What the task asks →
Go through the lines below, tally those that include the word "Order", and give only the tally.
Data to process: Begin
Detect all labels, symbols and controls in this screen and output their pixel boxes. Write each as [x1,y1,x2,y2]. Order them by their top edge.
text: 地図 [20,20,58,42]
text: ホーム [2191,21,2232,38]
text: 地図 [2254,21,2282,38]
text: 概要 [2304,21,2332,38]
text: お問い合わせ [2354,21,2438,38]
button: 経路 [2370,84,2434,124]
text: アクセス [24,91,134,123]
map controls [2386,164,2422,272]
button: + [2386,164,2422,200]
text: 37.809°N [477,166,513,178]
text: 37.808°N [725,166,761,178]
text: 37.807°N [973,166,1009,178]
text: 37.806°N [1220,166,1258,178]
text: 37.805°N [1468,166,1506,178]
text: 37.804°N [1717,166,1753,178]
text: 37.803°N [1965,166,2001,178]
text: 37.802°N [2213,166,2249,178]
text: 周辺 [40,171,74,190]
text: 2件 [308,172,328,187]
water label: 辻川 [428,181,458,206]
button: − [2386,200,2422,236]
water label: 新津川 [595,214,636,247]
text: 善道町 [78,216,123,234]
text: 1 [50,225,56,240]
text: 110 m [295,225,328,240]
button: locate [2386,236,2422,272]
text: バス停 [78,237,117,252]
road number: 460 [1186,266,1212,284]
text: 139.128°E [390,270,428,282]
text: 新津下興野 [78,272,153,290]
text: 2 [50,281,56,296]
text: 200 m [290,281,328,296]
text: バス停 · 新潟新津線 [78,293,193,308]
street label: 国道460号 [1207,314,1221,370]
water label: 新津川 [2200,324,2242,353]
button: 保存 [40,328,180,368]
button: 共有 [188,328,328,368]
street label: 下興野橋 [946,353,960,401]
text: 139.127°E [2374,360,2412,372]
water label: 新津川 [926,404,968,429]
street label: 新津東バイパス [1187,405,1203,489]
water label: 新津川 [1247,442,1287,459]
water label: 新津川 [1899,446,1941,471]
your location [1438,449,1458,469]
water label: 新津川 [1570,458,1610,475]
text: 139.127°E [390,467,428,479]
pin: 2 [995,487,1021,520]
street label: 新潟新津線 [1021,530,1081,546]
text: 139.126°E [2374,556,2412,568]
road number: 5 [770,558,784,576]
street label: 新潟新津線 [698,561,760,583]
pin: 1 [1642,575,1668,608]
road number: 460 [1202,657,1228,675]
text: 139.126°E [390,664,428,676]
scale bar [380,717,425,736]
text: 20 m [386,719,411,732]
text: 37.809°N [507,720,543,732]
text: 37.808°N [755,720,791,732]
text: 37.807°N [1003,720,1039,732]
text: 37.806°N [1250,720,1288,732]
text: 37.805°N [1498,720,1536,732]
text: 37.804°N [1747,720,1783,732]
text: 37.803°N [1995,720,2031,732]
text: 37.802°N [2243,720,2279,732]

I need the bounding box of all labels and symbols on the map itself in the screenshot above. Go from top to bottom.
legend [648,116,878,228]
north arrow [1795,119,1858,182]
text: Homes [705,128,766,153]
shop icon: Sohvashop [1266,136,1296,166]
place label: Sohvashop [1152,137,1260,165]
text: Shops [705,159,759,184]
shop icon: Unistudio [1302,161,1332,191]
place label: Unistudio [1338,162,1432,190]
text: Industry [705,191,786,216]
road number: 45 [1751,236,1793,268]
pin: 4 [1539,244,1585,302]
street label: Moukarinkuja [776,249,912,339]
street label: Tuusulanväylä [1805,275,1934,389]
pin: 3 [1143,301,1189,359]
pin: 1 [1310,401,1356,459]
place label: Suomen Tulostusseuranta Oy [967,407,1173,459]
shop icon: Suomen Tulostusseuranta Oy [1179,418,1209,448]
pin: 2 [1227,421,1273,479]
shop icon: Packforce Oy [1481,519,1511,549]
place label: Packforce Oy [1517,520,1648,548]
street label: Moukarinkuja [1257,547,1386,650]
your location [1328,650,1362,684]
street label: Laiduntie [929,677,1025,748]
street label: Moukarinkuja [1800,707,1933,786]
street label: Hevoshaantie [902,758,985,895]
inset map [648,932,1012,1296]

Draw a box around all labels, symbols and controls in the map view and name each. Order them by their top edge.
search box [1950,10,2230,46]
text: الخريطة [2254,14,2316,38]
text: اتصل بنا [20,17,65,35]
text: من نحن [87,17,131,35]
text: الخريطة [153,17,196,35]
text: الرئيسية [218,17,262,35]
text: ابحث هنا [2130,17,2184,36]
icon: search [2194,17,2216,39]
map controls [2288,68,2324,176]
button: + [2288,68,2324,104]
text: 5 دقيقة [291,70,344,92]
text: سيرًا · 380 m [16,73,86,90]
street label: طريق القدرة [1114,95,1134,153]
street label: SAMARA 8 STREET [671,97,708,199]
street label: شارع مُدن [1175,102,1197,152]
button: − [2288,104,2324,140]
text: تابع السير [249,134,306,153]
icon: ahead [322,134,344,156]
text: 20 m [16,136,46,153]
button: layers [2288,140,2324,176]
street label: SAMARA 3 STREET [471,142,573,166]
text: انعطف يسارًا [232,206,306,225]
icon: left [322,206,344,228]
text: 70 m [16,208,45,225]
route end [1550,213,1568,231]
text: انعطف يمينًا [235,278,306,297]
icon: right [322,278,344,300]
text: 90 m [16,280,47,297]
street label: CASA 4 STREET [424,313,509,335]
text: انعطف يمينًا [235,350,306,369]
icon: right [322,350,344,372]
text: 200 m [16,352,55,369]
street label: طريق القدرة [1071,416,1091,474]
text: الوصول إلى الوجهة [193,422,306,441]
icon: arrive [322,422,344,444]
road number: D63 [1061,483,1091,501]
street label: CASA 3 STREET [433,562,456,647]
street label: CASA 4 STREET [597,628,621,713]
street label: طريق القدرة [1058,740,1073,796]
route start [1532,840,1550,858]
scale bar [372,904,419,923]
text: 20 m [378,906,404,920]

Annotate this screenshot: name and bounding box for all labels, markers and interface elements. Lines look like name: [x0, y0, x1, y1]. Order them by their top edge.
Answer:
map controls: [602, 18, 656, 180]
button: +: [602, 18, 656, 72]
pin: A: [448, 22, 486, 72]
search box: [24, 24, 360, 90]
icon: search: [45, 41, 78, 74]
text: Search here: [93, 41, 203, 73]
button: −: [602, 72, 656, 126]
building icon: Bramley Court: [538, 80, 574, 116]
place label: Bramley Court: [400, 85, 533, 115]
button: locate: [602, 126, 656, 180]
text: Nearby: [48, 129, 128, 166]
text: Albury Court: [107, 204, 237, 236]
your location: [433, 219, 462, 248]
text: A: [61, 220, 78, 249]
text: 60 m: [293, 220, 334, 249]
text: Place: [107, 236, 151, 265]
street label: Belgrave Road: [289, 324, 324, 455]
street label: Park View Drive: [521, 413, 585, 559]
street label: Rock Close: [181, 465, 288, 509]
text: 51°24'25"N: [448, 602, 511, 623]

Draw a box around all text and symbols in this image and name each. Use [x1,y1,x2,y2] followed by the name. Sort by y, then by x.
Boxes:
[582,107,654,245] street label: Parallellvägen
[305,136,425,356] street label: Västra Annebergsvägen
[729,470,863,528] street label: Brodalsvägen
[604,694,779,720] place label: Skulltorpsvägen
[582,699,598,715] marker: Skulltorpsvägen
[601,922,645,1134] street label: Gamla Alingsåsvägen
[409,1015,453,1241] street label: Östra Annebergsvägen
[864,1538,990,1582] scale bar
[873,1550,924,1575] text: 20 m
Data to process: End
Final answer →
3